Is always the hardest. After all, in one post one has to justify the very existence of the blog. Too much pressure? No. I'll just pretend this is a draft.

The book of the moment is The Winds of War by Herman Wouk; 896 paperback pages of an American family during the Second World War. This is one of those books that's gone from being a hot book, to a classic, to a miniseries/"Television Event", to a strange obscurity. I can't remember what possessed me to tackle this, especially knowing that it's followed by a Part Two of Sorts, War and Remembrance, that's 1,056 pages long. (War and Peace, which took me an entire summer to read, is only about 1,400 pages long.)
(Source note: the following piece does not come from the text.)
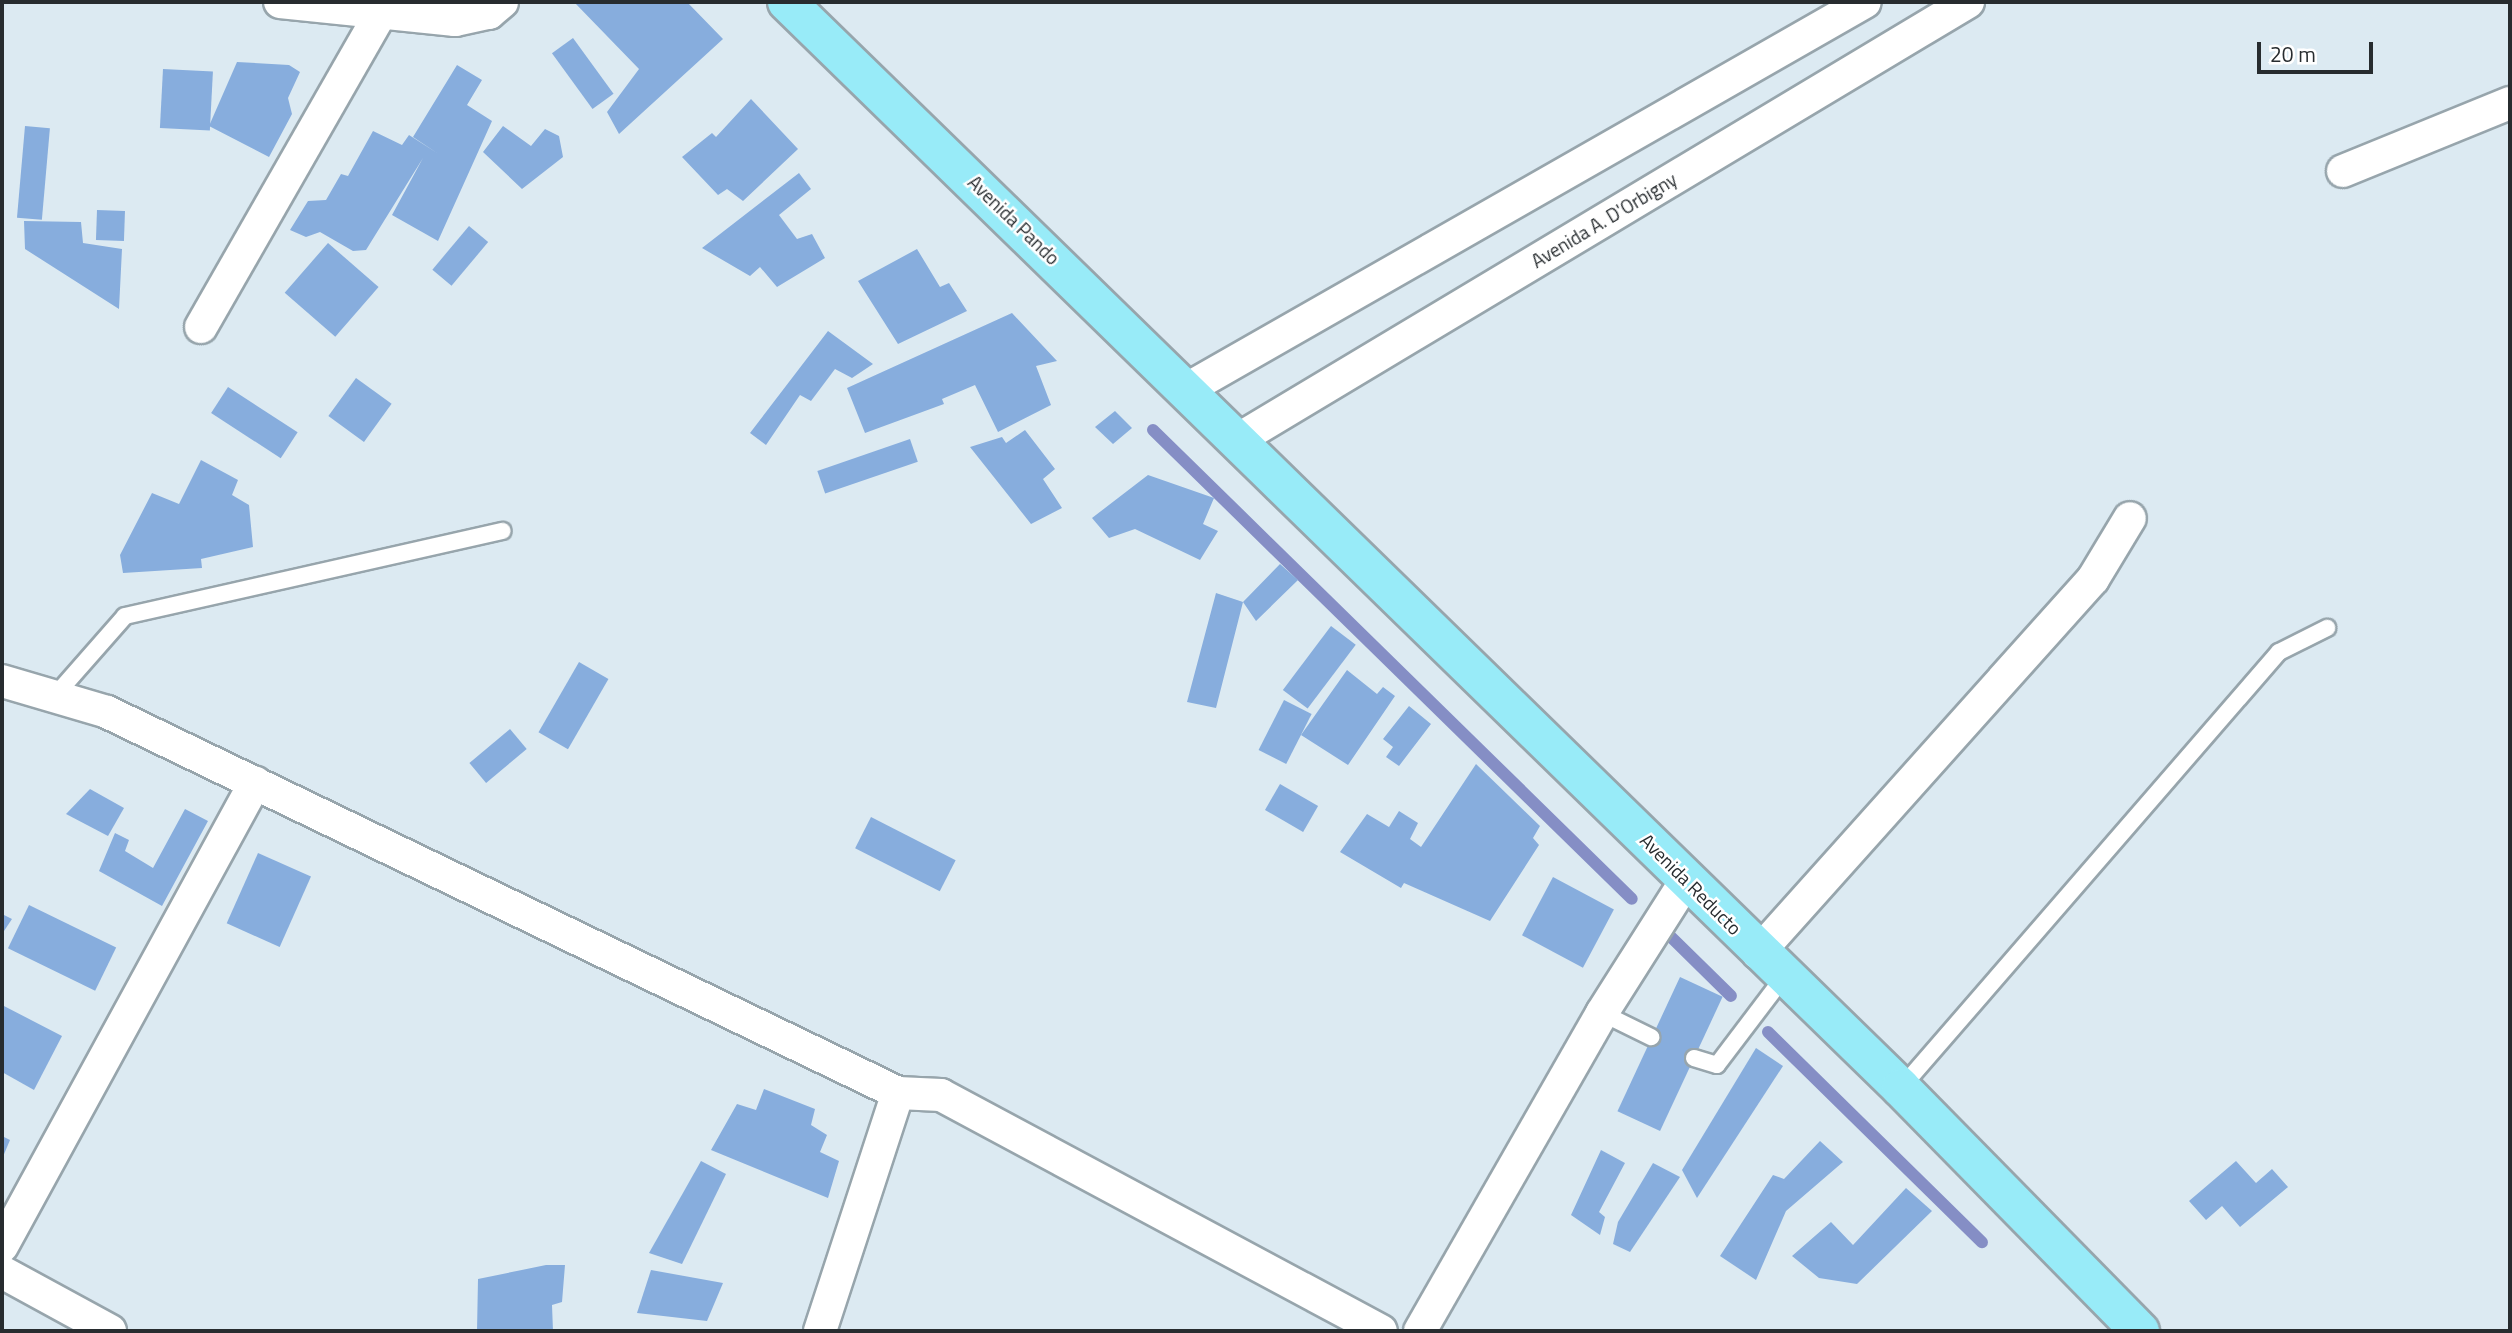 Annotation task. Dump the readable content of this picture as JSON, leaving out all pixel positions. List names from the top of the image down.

I think it started when I read The Fall of Berlin by Antony Beevor and realized how woefully uniformed I am about World War II. I know the basics: Nazis, Pearl Harbor, Bunkers, Atomic Bombs, etc. But the fact is I've started more non-fiction books on World War II than I've finished. Maybe I thought that fiction would be an easy entry into the subject.

Still, 896 pages isn't usually associated with easy.

That's why I'm amazed that I'm 350 pages in after only a week. Using simple, straightforward prose Wouk has built a narrative drive that rivals the best, slickest genre fiction. He doesn't skimp on ideas or characters or atmosphere. Yet what in the hands of, say, James Michener would equal the most painful of boredoms becomes in Wouks hands a book that's hard to put down. I'm actually looking forward to propping myself up in bed at night for my ritual hour long reading session.

I'll get into the text in another post. Now I simply want to revel in the sheer readability of a modern classic.